Device therapy is an important adjunct to medical heart failure therapy. In a group of 31 consecutive HF patients who underwent CCM implant at our hospital, we observed improvement in a meaningful proportion of patients on several fronts: NYHA class, hospitalizations and hospitalized days, systolic and diastolic function, and weight reduction. Based on our single-center experience, CCM may provide an opportunity to augment the care of certain heart failure patients.
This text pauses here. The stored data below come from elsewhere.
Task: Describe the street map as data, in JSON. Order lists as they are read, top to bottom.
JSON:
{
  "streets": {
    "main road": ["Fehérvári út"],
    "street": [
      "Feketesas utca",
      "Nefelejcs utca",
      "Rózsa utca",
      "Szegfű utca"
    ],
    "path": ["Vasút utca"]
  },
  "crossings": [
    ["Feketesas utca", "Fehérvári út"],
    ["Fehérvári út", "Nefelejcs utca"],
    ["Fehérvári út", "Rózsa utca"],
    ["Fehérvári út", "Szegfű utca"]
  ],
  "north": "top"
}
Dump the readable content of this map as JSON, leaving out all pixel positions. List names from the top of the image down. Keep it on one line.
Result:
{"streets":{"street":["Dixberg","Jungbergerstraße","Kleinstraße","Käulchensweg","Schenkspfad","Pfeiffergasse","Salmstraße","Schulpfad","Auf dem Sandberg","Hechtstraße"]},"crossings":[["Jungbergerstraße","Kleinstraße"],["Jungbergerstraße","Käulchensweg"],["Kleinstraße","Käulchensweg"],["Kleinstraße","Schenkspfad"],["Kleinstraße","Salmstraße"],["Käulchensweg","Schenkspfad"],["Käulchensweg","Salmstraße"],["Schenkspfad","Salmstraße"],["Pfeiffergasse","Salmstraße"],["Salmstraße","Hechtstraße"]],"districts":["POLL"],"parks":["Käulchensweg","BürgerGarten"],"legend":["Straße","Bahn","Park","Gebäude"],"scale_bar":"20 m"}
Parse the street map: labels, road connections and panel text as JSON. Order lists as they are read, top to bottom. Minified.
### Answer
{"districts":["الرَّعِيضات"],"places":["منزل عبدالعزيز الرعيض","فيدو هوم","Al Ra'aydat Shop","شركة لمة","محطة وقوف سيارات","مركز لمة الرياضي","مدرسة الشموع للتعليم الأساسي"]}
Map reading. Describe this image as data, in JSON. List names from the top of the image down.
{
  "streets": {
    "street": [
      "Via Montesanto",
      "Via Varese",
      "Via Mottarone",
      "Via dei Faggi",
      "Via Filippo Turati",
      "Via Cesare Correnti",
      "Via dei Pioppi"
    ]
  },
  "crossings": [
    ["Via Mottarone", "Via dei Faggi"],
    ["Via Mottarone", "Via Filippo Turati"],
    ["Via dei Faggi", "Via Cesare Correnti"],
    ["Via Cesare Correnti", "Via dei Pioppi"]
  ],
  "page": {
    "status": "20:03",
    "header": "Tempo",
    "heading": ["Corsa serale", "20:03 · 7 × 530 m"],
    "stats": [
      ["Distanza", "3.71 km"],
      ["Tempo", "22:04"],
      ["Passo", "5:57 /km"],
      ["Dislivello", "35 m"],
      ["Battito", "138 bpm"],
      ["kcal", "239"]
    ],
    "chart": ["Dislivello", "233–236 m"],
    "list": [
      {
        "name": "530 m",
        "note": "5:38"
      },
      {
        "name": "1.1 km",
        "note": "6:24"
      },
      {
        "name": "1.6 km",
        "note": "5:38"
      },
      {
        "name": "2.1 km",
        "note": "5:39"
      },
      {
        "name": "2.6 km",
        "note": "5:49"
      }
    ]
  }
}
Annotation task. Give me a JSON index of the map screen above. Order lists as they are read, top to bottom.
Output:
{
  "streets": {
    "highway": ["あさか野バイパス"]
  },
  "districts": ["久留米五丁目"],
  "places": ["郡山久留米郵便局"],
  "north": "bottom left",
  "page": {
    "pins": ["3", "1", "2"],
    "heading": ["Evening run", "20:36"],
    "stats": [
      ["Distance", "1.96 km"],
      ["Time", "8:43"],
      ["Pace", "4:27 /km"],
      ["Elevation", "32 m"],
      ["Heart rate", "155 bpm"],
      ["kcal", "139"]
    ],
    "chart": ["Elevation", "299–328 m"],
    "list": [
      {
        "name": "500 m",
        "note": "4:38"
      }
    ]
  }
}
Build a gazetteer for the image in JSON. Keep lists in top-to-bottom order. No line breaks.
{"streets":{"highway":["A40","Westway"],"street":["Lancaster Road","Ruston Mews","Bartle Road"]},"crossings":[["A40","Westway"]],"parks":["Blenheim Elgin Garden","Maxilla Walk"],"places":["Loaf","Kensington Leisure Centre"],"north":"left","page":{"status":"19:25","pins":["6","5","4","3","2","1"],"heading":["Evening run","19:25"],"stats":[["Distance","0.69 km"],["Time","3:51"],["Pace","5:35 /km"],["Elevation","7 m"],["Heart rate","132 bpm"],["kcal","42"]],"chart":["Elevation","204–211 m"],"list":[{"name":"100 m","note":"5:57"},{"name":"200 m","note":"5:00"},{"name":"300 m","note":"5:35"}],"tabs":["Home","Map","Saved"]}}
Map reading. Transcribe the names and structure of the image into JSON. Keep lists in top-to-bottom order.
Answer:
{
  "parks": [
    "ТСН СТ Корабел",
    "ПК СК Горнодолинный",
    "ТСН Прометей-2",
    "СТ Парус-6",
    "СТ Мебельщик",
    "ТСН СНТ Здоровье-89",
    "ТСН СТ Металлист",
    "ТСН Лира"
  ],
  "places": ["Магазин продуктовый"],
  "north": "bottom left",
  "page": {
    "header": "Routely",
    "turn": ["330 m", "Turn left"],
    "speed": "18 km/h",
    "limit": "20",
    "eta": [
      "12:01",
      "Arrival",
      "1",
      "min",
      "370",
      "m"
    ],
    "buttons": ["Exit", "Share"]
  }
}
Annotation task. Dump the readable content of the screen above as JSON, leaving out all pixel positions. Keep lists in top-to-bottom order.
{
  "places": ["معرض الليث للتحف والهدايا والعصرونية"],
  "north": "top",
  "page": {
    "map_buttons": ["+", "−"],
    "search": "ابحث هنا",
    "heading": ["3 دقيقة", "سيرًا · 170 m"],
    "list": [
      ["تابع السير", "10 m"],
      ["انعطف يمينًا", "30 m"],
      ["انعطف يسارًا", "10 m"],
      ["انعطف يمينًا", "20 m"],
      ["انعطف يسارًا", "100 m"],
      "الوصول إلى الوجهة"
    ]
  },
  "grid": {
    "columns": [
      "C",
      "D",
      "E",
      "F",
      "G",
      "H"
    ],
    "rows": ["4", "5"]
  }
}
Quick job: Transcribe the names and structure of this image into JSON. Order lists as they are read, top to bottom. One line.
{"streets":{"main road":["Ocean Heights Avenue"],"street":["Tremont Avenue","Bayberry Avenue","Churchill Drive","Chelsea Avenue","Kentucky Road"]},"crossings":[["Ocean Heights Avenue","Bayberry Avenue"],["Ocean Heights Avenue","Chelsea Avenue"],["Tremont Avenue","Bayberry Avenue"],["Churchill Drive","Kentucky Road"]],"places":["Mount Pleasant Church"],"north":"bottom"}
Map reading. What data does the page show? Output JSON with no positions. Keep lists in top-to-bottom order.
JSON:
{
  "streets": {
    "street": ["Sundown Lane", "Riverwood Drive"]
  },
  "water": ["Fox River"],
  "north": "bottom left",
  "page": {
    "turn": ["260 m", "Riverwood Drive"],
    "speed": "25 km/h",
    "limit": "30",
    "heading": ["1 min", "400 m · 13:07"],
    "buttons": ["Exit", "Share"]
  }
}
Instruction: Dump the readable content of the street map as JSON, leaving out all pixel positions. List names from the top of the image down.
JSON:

4.1 NYHA classNYHA class improvement of at least one class occurred in over 65% of the patients in this study. This is relatively consistent with prior studies, although our proportion improved is slightly less than what was observed in clinical trials and large registries [3,4,5]. That the proportion with NYHA class improvement was slightly lower than previously published may represent simple variation across populations, may be related to differences in comorbidities, or a limitation of our small sample size. However, as it is well documented that impoverished communities have worse HF outcomes, it is worth noting that this study represents data from one of the nation’s most destitute communities, at what is the hospital providing the most charity care in the USA [22, 26, 30]. Nonetheless, improved NYHA functional class is associated with lower risk of hospitalization, lower risk of all-cause mortality, as well as improvements in overall quality of life, and has been used as a benchmark endpoint for clinical improvement in HF [15].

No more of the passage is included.